=== AIM OF THE TASK ===
Go through the data below line by line. Give only the number of lines that contain "lineWidth".

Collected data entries
=-=-=

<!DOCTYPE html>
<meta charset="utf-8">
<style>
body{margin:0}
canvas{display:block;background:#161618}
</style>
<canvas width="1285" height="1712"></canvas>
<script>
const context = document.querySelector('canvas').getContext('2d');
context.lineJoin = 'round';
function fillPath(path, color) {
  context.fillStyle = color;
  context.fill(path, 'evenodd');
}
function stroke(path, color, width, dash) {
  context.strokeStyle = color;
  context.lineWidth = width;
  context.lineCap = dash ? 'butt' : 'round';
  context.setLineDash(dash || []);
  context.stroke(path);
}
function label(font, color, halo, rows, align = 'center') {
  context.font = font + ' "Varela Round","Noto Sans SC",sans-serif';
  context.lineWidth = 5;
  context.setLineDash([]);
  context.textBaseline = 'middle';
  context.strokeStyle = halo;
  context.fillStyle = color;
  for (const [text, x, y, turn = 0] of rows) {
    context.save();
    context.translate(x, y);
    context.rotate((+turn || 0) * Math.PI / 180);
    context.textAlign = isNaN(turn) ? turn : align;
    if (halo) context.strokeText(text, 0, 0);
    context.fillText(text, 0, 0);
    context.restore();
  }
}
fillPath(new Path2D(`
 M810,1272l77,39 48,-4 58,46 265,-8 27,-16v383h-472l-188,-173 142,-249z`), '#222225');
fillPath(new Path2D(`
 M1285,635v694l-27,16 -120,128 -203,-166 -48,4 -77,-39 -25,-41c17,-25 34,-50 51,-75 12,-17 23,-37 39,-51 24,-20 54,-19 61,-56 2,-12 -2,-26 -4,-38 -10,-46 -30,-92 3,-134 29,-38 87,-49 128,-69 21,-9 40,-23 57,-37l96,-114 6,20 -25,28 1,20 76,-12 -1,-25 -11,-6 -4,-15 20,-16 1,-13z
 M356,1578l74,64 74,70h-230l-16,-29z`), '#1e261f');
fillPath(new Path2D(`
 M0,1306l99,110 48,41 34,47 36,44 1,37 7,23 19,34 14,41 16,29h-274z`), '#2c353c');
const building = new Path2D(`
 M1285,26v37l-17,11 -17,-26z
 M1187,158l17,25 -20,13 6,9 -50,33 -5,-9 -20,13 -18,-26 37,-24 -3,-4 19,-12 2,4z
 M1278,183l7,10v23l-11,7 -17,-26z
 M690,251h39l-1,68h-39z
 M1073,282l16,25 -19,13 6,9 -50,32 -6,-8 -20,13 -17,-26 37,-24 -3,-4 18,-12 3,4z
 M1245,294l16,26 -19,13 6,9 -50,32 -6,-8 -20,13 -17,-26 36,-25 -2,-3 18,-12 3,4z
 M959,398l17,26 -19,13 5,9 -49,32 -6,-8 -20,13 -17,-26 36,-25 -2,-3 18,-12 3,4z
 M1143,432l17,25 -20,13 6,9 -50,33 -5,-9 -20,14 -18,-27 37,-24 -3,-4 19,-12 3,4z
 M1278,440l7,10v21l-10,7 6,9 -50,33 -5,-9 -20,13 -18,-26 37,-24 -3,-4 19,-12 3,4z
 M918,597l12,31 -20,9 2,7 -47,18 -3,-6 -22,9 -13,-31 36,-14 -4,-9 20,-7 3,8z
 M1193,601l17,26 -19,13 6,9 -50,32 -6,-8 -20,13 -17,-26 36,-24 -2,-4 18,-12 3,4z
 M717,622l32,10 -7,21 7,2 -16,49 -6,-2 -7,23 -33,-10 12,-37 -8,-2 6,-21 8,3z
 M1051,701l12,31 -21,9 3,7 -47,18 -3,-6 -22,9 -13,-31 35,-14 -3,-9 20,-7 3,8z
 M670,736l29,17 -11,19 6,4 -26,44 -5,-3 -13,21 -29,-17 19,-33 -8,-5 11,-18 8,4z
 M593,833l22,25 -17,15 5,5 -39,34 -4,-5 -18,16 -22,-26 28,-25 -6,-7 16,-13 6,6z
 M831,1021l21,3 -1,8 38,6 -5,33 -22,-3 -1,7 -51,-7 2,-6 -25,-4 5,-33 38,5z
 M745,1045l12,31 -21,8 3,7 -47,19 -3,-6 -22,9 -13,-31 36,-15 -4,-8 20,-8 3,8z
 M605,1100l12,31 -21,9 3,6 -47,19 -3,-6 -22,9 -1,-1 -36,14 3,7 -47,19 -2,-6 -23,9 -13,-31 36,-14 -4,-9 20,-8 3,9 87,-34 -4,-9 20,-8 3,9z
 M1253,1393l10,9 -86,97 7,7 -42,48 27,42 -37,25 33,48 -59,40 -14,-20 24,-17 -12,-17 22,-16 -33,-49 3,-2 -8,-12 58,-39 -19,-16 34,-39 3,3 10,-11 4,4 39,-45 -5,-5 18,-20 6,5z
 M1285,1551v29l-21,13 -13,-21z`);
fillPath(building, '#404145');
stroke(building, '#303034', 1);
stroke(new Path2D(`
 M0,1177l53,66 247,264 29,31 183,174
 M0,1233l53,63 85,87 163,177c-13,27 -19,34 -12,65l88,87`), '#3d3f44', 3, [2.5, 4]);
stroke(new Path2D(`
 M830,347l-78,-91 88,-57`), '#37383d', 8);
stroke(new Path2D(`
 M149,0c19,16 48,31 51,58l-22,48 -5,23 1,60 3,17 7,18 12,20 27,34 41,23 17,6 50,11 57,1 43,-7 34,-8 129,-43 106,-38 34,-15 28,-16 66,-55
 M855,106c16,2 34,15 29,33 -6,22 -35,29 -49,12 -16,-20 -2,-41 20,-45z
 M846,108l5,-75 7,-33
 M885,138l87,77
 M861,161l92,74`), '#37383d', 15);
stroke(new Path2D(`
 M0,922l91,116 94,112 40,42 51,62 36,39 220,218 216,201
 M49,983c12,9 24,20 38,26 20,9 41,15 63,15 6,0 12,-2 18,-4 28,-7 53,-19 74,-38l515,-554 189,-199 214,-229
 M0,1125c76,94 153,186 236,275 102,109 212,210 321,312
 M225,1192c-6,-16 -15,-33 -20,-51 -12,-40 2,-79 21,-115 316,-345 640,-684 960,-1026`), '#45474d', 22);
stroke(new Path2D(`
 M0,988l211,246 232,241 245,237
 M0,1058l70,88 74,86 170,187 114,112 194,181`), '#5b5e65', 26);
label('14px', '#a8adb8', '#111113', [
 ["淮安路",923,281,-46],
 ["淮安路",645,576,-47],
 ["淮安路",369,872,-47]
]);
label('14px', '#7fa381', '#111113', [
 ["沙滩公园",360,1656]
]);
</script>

=-=-=

=== FINAL ANSWER ===
2